The National Oceanic and Atmospheric Administration (NOAA) is bringing in outside experts to review a 2015 study accused of being rushed by scientists who wanted to influence U.S. and international policymakers.
“In the interest of maintaining the highest standards of transparency, accountability, and scientific integrity, we are in the process of engaging independent outside parties to review this matter,” a NOAA spokesman told Politico.
Dr. John Bates, the former principal scientist at the National Climatic Data Center in Asheville, N.C., accused NOAA scientists of putting a “thumb on the scale” to get results that debunked the so-called “pause” in global warming since 1998.
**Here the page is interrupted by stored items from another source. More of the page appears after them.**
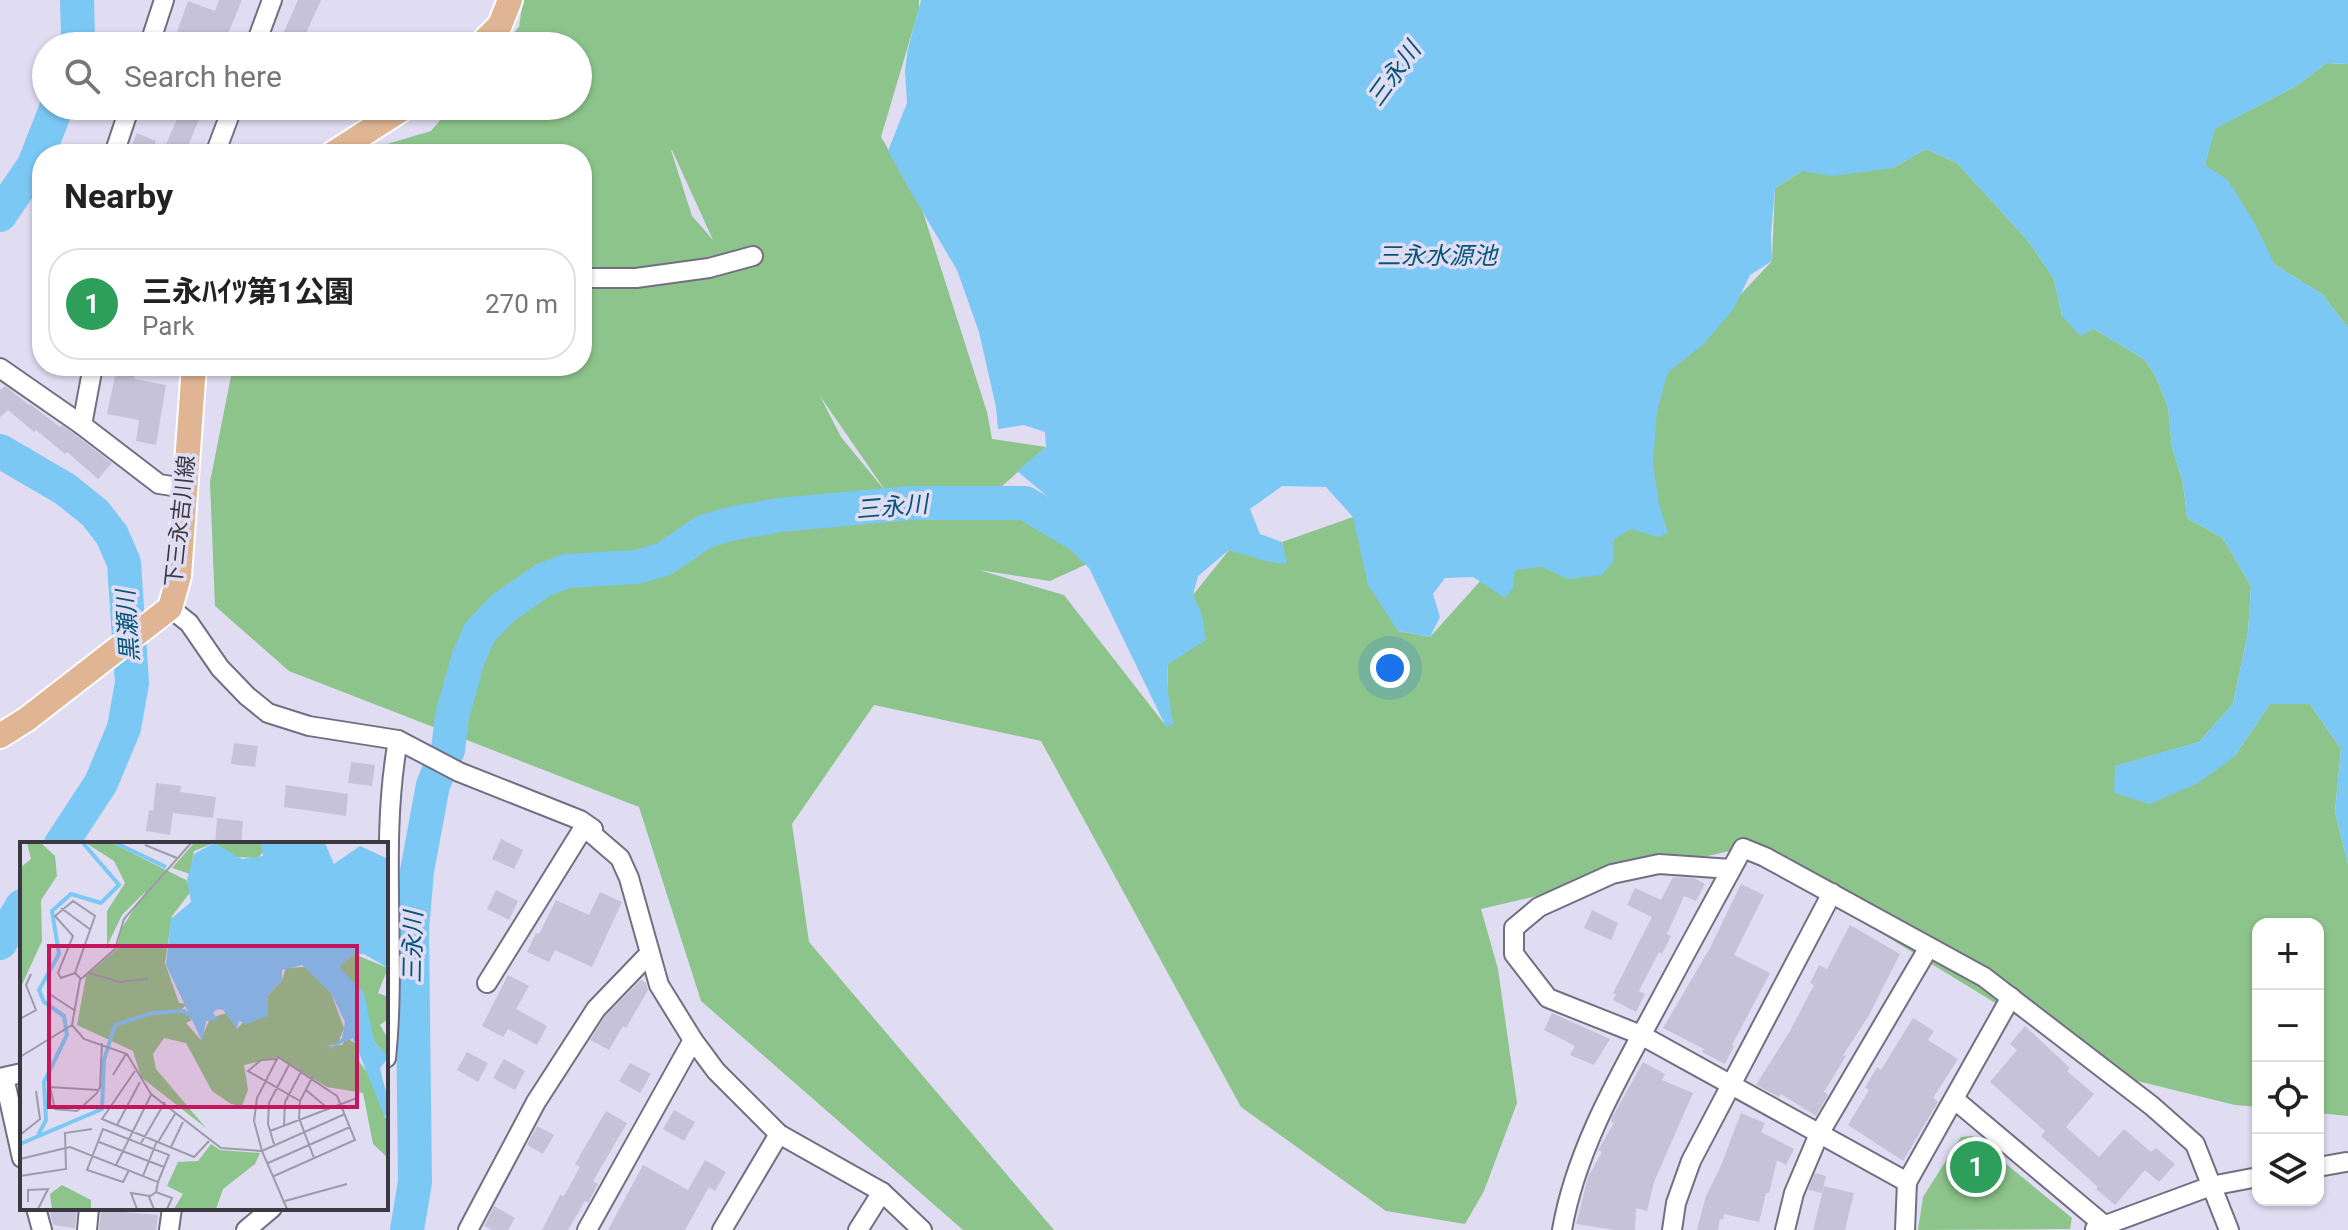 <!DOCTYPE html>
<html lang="en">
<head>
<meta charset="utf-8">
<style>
  :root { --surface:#fff; --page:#f6f6f6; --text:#222; --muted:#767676; --line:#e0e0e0; --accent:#6541b9 }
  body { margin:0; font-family:Roboto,"Noto Sans JP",sans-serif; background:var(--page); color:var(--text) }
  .controls { position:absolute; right:24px; bottom:24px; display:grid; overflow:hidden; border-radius:16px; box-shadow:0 2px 6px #0004 }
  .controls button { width:72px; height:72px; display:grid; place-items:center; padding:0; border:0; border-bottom:2px solid var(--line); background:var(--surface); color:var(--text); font:40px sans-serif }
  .you { position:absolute; left:1390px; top:668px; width:28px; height:28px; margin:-20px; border:6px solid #fff; border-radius:50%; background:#1a73e8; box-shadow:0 0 0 12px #1a73e833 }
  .badge { display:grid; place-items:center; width:52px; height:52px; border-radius:50%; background:var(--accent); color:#fff; font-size:26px; font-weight:700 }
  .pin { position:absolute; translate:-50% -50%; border:4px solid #fff; box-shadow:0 2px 8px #0006 }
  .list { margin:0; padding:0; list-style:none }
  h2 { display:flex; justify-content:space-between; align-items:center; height:104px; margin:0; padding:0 32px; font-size:34px }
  h2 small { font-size:26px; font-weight:400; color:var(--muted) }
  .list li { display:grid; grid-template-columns:52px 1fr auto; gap:24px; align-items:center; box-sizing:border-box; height:112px; margin:0 16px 16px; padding:0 16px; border:2px solid var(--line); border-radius:32px }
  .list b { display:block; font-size:30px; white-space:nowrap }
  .list p { margin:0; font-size:26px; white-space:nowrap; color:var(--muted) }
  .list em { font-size:26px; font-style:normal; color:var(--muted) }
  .icon { flex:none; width:44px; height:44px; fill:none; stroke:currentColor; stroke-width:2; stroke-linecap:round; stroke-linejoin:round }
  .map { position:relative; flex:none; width:2348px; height:1230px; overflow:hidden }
  .search { position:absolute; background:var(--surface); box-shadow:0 2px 6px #0004; left:32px; top:32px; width:560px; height:88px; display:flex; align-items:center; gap:20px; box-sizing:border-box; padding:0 28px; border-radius:44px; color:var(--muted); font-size:30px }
  .panel { position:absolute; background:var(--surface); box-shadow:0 2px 6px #0004; left:32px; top:144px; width:560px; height:232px; border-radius:32px }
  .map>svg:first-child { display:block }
</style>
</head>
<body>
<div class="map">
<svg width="2348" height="1230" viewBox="0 0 2348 1230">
  <rect width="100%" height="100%" fill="#e0dcf2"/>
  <g fill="#8dc48b" fill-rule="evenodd">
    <path d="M523,0H919V9L881,137L920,203L987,412L992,439L1046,447L1001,487L1087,564L1050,581L979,570L1064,595L1166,726L1168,664L1193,595L1229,550L1286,563L1282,542L1353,517L1398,631L1430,637L1668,372L1772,261L1775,188L1802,171L1893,168L1926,149L1957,163L2029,242L2054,279L2062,316L2094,329L2144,359L2155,375L2168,407L2172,447L2183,482L2187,518L2223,538L2251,586L2248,632L2233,704L2199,742L2116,766L2234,757L2270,704H2310L2341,749L2335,812L2348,864V1116L2318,1113V924H2258V1107L2235,1105L2113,1075L1742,848L1481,909L1498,969L1517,1103L1484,1191L1465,1224L1386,1211L1241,1107L1041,741L874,705L792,824L809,942L1054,1230H963L701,1001L639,807L289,671L215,606L210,482L233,366H582V154H369L377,147L431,131L452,106H578V46H503L519,27ZM671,150H672L713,240L692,216ZM820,396L887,493L841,437Z"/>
    <path d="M2326,63L2348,64V328L2322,294L2275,265L2205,165L2214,129L2298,85Z"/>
    <path d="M1972,1136L2072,1218L2070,1229L1918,1230L1923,1197L1961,1137Z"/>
  </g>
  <path fill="#7cc8f5" d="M921,0H2348V64L2326,63L2298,85L2215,129L2205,165L2228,180L2255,224L2275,265L2322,294L2348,328V864L2335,812L2341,749L2310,704H2270L2234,757L2198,783L2150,804L2114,793L2115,766L2199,742L2233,704L2248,632L2251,586L2223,538L2187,518L2183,482L2172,447L2168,407L2155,375L2144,359L2094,329L2080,336L2062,316L2054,279L2029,242L1957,163L1926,149L1893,168L1833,176L1802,171L1775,188L1771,234L1772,261L1750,275L1734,308L1704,344L1668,372L1657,411L1653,464L1659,505L1668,533L1658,537L1631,529L1614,539V560L1602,575L1568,579L1542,567L1515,570L1513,588L1505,598L1473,577L1445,578L1433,594L1440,617L1430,637L1398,631L1368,585L1353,517L1326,487L1282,486L1250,509L1260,534L1282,542L1287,564L1265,561L1229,550L1198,576L1193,595L1202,615L1206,640L1168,664L1167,686L1173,724L1166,727L1059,506L1017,471L1046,447L1045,432L1024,425L998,429L996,407L979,332L957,270L909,189L888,151L907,103L905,70L908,49Z"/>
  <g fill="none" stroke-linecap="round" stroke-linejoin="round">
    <g stroke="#7cc8f5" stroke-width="34">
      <path d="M76,46L78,35L77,0"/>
      <path d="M0,215L34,165L57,106"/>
      <path d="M0,451L65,489L95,513L112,535L124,563L132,683L124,728L101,783L61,844"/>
      <path d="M0,943L22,906"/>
      <path d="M407,1230L415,1182L412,930L417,871L433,785L448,750L452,716L468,659L480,632L503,608L543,580L567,571L637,567L664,559L704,532L730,524L779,515L911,503H1025L1081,536L1105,560"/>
    </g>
  </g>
  <g fill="#c6c2d7">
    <path d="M219,0H242L223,46H172L188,1L215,11Z"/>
    <path d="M298,0H321L300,46H292L280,41Z"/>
    <path d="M147,106H204L185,154H162L177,119Z"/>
    <path d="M137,133L156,141L151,154H128Z"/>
    <path d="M117,366H137L134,379L166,385L156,445L136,441L139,420L107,414Z"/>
    <path d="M5,386L29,405L30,404L60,427L61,425L73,433L112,463L98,479L67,452L65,454L36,430L34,432L8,410L0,417V390Z"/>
    <path d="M234,743L258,746L255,767L231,764Z"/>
    <path d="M351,762L375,765L372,786L348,783Z"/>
    <path d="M156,783L181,786L180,792L216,797L213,818L173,813L170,835L146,831L149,810L153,811Z"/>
    <path d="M286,785L348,794L346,816L284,807Z"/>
    <path d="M217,818L243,821L241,844H215Z"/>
    <path d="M501,839L523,850L514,869L492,859Z"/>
    <path d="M1673,877L1694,878L1705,884L1696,901L1684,896L1667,934L1671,936L1662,954L1659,952L1639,991L1645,994L1636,1012L1613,1000L1616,995L1613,993L1652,917L1627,905L1635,888L1661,900Z"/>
    <path d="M1741,884L1764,895L1734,955L1770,973L1732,1045L1734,1046L1725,1064L1702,1052L1704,1049L1663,1028L1710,948Z"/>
    <path d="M496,890L518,901L509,920L487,909Z"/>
    <path d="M600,892L622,902L592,967L555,950L549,962L527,952L536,933L539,934L556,900L589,915Z"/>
    <path d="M1592,910L1618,923L1611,940L1584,928Z"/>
    <path d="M1850,925L1900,954L1868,1017L1843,1055L1846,1056L1824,1092L1828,1095L1816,1116L1781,1094L1779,1097L1756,1085L1790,1031L1814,985L1810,983L1819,965L1827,969Z"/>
    <path d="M508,975L529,986L516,1009L547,1026L537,1045L508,1029L503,1037L482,1026Z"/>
    <path d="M641,980L646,983L648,990L626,1028L623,1026L609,1050L590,1040L605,1016Z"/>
    <path d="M1552,1013L1610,1039L1594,1065L1570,1055L1575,1046L1544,1030Z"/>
    <path d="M1913,1018L1934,1031L1928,1040L1958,1059L1933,1098L1938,1102L1903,1161L1848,1125L1869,1090L1865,1088L1877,1067L1881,1070Z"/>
    <path d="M2025,1026L2070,1068L2067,1071L2094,1094L2066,1127L2099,1157L2124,1129L2151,1152L2156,1148L2175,1164L2159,1182L2145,1170L2115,1205L2096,1189L2098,1187L2041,1136L2045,1131L1990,1082L2017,1050L2010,1044Z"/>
    <path d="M467,1052L488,1063L478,1082L457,1070Z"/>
    <path d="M504,1059L525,1071L515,1090L493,1078Z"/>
    <path d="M1643,1062L1665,1074L1662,1080L1693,1093L1654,1182L1647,1211L1636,1208L1635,1230H1615L1576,1224L1588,1177L1602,1152L1598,1150L1614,1123L1611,1121L1613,1116Z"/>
    <path d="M630,1063L651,1074L640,1093L619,1081Z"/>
    <path d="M674,1110L695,1122L684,1141L663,1129Z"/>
    <path d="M606,1111L627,1123L593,1181L598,1184L588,1203L585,1201L568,1230H542L560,1195L564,1196L580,1167L575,1164Z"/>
    <path d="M1741,1113L1765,1123L1761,1132L1794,1149L1786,1165L1777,1160L1769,1193H1766L1759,1222L1724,1214L1723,1220L1720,1219L1718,1230H1697L1706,1196L1720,1168Z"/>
    <path d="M537,1126L554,1135L543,1154L527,1145Z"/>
    <path d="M705,1160L726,1172L715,1191L709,1187L685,1230H608L643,1165L688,1190Z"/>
    <path d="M1815,1173L1826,1176L1822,1193L1808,1190Z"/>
    <path d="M1824,1186L1854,1193L1845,1230H1813Z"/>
    <path d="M494,1206L515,1218L508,1230H492L484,1226Z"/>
    <path d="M49,1208H77L75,1228L53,1225Z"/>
    <path d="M101,1210L158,1215L156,1230H99Z"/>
  </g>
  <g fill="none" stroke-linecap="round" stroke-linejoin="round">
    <defs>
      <g id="minor">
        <path d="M149,46L164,0"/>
        <path d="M255,46L272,0"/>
        <path d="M114,154L130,106"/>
        <path d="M215,154L233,106"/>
        <path d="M582,278H636L709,268L753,256"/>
        <path d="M0,368L82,425L159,484L185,488"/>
        <path d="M82,425L93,366"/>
        <path d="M170,608L189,623L220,668L247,696L268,713L309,726L398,740L459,772L580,820L593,829"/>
        <path d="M584,827L620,858L629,878L659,985L693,1040L716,1071L779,1134L882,1192L922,1230"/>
        <path d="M1731,869L1659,864L1612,874L1539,907L1514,928V954L1548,998L1641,1035L1907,1182"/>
        <path d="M487,983L584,827"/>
        <path d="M386,1058C397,953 379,845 398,740"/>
        <path d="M22,1073L4,1077L22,1158"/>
        <path d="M1954,1099L2104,1225"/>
        <path d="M2318,1167L2346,1162"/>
        <path d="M36,1208L42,1230"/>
        <path d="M2095,1229L2211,1186L2258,1177"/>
        <path d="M87,1230L89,1208"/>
        <path d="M169,1230L172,1208"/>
        <path d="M246,1230L272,1208"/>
        <path d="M468,1230L536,1102L596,1009L650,953"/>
        <path d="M587,1230L693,1040"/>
        <path d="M722,1230L779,1134"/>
        <path d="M858,1230L882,1192"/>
        <path d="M1562,1230C1575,1155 1613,1087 1649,1021C1680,963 1711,906 1743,848L1765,857L1984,977L2152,1106L2195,1144L2229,1230"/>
        <path d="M1672,1230L1676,1203L1691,1161L1832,893"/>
        <path d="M1785,1230L1794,1193L1819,1134L1929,947"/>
        <path d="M1905,1230L1907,1182L2011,997"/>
      </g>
      <g id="major">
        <path d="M479,46L500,25L510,0"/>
        <path d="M332,154L407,106"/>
        <path d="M0,736L27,719L170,608L179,576L194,366"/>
      </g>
    </defs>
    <use href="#minor" stroke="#736f82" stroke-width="22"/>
    <use href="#major" stroke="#fff" stroke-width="28"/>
    <use href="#minor" stroke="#fff" stroke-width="18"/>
    <use href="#major" stroke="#dfb593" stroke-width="24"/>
  </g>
  <g text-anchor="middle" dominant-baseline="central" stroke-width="7" stroke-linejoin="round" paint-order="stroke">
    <g font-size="22" fill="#3a3941" stroke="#e0dcf2">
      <text transform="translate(180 521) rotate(-84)">下三永吉川線</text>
    </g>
    <g font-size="24" font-style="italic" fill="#005579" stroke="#e0dcf2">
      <text transform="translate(1394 74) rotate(-54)">三永川</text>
      <text x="1437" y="256">三永水源池</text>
      <text transform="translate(892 507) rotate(-5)">三永川</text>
      <text transform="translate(128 626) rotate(-94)">黒瀬川</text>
      <text transform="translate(413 947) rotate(-89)">三永川</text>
    </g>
  </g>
  <g transform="translate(20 842)">
    <rect width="368" height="368" fill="#e0dcf2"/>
    <path d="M7,1H21L35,14L37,34L21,58L22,99L0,147V26L11,17ZM66,1H92L166,38L172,48L152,74L145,121L159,161L167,162L161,168L172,178L166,181L181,198L190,176L207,171L217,187L262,138L266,126L286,125L311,151L324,186L318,201L307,204L322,203L327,196L336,202L337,217L354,239L365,276L368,273V316L353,302L343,251L307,245L258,215L224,223L228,248L222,264L211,262L192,249L166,201L144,196L133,212L136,227L186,286L121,235L113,209L57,183L66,134L97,107L101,87L126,49L102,73L87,104V69L105,41L94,19ZM174,1H241L244,9L238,16L216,15L194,1L174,9L170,32L152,26ZM334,112L368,126L358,151L368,155V177L360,183L368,197V216L354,199L338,148L319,125ZM191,302L200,308L240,311L235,322L203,347L196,367H154L163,352L147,344L158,320L178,319ZM42,343L71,358V367H32L30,352Z" fill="#8dc48b"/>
    <path d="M194,1L222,17L243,14L241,1H305L314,22L340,4L368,17V126L344,112H334L319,125L344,151L354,199L368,216L360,226L368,259L365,276L333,196L307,208L322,196L325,180L311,151L282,123L262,128V138L248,153V174L227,182L219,179L217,187L203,168L197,167L193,171L198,178L186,179L182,199L146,123L151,77L171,60L167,38L174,12Z" fill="#7cc8f5"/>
    <path fill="none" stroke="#7cc8f5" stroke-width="4" d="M96,1L146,25M18,293L26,278L24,240L47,193L44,174L24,160L19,148L39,112L32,69L51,52L81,61L99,43L63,1M0,302L82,267L84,218L95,183L132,171L164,169L173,176"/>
    <path fill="none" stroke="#9e9bab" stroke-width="2" d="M125,3L157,16M41,66L71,88M55,131L41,136L38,131L53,94L35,74L53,59L75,74L55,131L61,137M69,131L100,140L128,137M28,145V151L54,168M0,177L16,168L6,143L11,132M52,183L64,197L107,212L131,252L201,306L242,309L325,272M0,215L52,183L60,138L95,107L104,77L171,1M256,217L241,218L228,229L280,259M115,229L82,277L174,315L189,299M93,233L106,212M293,234L280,259L279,276L294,316M78,248L30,245L35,267L57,269L65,262L77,251L80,245L82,201M286,248L305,264M97,283L120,240M264,283L265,260L282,228M250,289L337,256M0,293L20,277L16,249M79,300L144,325M138,300L155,272M121,301L145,260M254,302L248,282L249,261L270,221M151,305L163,280M0,317L50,305L138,340L136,350M248,321L330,285M96,323L131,253M109,328L103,340L67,328L83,287L149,313L138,340M0,334L46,327L45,291L72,287M123,334L137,299M254,334L335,298L317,254L258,215L237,256L234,279L242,309L267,367M265,359L327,342M8,360V348L28,347L18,367M117,367L111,351L130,354M134,367L129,355L136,350L152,356L147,367"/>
    <path fill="#c2185b" fill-opacity="0.15" stroke="#c2185b" stroke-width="4" d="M29,104H337V265H29Z"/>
    <rect width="368" height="368" fill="none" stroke="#3a3941" stroke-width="4"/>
  </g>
</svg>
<div class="controls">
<button>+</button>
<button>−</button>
<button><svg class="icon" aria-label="locate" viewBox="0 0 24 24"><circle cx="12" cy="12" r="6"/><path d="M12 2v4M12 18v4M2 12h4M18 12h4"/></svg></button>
<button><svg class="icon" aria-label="layers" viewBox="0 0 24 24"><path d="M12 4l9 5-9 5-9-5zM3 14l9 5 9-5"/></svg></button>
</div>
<div class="you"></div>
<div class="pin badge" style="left:1976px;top:1167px;background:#2e9e5b">1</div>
<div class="search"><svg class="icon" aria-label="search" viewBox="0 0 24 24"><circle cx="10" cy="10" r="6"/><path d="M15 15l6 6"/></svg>Search here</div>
<section class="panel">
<h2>Nearby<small></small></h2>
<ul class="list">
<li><span class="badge" style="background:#2e9e5b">1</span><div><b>三永ﾊｲﾂ第1公園</b><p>Park</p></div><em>270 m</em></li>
</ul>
</section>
</div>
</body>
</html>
Bates said former NOAA scientist Tom Karl and his colleagues manipulated scientific guidelines and methodologies to rush out a 2015 study before it had gone through proper data quality checks in order to support President Barack Obama’s agenda and influence United Nations delegates meeting in Paris later that year.
Bates also accused Karl of keeping his “thumb on the scale” to “maximize warming and minimize documentation,” and suggested the study’s authors had made decisions to get a predetermined outcome.
NOAA officials previously told The Daily Caller News Foundation they would “review” Bates’s allegations, and confirmed to Politico Sunday they would bring in outside experts to examine Karl’s study. No further details were given.
“We will release further details as they are finalized,” the NOAA spokesman said.
House Republicans on the Committee on Science, Space, and Technology used Bates’s whistleblowing to reinvigorate their investigation into the Karl study, but some scientists, science organizations and environmentalists have come to Karl’s defense.
Karl’s defenders argued the “pause-busting” study has stood up to scientific scrutiny and was independently verified in 2016. Karl’s former NOAA colleague, Thomas Peterson, said the study was expedited once agency officials “realized the significance it could have.”